North Texas Daily

Former McNair Scholars director, Dr. Diana Elrod, was asked to resign

Former McNair Scholars director, Dr. Diana Elrod, was asked to resign

Former McNair Scholars director, Dr. Diana Elrod, was asked to resign
June 10
12:21 2015

Dalton LaFerney & Rhiannon Saegert

There is an ongoing investigation into former director of the McNair Scholars Program, Dr. Diana Elrod, who resigned from her position as an alternative to being fired, documents reveal.

Elrod, the longtime director of the McNair program, officially resigned on March 30, prompting students to question the university administration, even entering the Office of the President on April 23 with a signed petition.
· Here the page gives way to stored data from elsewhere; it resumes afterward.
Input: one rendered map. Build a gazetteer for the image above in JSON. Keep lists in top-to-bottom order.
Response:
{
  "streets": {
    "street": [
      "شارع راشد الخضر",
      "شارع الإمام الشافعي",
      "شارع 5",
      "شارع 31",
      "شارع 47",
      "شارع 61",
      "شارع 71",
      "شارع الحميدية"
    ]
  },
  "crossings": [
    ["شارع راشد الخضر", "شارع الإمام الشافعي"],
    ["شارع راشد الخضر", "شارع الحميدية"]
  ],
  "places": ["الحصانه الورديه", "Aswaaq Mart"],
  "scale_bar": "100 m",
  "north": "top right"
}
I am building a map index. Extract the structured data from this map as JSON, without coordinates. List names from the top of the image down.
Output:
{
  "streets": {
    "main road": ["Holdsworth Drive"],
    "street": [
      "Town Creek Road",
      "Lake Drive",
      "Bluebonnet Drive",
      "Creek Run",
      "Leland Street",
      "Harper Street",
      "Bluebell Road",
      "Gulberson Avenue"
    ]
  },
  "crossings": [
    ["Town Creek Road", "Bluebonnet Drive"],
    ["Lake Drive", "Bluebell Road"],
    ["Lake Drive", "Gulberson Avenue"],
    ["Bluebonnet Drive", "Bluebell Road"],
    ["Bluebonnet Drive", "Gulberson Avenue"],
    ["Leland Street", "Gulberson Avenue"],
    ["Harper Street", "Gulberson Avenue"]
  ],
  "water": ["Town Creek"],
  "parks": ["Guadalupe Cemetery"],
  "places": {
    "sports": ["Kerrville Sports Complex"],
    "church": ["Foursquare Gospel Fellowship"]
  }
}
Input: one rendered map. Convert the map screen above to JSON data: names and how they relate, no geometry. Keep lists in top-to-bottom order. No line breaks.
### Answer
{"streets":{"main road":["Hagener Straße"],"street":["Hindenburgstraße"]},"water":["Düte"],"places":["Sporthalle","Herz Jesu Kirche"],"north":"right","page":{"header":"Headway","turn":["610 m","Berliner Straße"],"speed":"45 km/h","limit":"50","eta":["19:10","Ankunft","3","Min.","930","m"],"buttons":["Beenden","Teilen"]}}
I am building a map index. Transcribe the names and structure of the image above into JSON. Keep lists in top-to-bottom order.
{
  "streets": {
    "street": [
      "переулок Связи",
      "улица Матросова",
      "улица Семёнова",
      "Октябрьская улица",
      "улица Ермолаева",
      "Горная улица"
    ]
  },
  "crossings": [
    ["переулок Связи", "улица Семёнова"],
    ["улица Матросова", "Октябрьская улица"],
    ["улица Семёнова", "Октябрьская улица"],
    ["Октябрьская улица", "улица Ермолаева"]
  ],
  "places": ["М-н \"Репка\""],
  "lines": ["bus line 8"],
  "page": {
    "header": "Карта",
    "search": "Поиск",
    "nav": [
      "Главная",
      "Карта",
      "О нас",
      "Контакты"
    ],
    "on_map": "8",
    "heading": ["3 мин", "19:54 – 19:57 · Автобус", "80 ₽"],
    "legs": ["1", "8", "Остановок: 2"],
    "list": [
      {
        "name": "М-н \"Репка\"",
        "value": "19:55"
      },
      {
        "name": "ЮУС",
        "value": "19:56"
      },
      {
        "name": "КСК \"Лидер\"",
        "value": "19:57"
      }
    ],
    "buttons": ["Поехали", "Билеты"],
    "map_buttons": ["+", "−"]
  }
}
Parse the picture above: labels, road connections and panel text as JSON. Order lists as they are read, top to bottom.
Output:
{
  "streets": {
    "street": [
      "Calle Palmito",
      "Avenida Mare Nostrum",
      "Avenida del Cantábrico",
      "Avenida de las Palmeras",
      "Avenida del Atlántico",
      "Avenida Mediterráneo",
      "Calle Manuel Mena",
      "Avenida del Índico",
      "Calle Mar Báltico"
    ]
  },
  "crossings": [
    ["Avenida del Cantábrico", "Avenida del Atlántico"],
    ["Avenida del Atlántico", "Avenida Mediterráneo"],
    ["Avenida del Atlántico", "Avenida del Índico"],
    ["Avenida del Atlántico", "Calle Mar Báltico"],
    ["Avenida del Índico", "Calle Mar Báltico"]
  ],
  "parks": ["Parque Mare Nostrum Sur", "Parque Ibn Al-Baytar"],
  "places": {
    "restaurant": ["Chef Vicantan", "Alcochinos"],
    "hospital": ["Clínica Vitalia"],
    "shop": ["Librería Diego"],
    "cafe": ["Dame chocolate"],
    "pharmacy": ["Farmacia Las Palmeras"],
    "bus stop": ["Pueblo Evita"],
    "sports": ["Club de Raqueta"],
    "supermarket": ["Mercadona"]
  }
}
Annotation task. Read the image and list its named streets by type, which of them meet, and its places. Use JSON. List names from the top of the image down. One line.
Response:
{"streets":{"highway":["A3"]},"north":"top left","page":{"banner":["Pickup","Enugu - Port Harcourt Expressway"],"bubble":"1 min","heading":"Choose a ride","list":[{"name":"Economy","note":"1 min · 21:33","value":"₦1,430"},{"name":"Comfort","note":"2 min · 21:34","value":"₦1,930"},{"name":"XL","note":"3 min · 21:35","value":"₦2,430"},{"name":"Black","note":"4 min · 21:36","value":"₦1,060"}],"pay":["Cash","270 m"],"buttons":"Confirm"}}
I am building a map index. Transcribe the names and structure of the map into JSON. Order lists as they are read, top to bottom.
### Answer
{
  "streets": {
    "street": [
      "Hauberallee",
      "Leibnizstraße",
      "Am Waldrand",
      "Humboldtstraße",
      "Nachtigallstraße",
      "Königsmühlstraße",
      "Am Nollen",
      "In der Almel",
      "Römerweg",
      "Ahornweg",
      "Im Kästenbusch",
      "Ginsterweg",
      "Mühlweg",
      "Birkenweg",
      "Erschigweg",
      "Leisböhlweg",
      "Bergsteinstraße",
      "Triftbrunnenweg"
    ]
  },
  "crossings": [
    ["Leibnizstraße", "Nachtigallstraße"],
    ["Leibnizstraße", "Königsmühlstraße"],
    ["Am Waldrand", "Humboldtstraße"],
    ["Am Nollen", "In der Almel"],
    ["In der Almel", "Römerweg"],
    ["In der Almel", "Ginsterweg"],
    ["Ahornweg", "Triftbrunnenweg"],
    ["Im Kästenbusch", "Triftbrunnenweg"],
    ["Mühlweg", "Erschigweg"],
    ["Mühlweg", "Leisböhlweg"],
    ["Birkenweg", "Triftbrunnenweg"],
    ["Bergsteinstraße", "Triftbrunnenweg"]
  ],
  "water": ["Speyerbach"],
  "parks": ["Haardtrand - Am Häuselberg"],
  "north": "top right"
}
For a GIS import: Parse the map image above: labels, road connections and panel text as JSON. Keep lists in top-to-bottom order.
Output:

Documents obtained by the North Texas Daily show Elrod retired instead of being fired. UNT officials did not confirm Elrod’s termination, maintaining that she resigned voluntarily. In an email, Brandi Renton, UNT campus human resources director, wrote that Elrod “resigned in lieu of termination.” Renton’s email was addressed to Sharon Rutledge, a Texas Workforce Commission employee.

An April 2 TWC document related to the email exchange reads that Elrod was up for termination because time and labor records were not maintained in accordance with UNT’s expectations.

University officials have not elaborated on the specifics of Elrod’s violation, but it is clear there are multiple authorities involved.

Another document from TWC, dated April 15, shows that Elrod’s offense is not deemed as misconduct by the agency, and she is eligible to receive unemployment benefits.

“Our investigation found your employer fired you because you were unable to perform your assigned work to their satisfaction,” read the document addressed to Elrod.

The university is investigating Elrod, as is at least one other agency, though neither the Department of Justice nor the Department of Education would confirm which authorities are involved.

Elrod declined to comment for this article, as did university officials. One statement from the UNT Office of General Counsel was given on the record about the investigation, and that is the acknowledgment to the existence of an investigation.

“UNT has been conducting an investigation. Diana Elrod resigned her position on March 30, 2015. The university’s investigation is ongoing,” read the official statement. “Ongoing investigations are confidential, and it would be inappropriate to speculate about the details of such matters. Further, the university does not discuss personnel actions.”

Elrod, a UNT alumna, worked for the university since 2003, according to her personnel file. Throughout her career with the university, supervisors and bosses characterized her as an effective employee. Former provost Dr. Warren Burggren wrote Elrod “has a highly developed sense of ethics” in one performance review. She received “excellent” performance marks on several occasions, including as recently as 2014.

In a 2012 performance review, Elrod’s supervisor at the time, Gloria Cox, wrote one comment that Elrod had “interpersonal conflict with two staff members…negatively affecting the morale of scholars and other staff.”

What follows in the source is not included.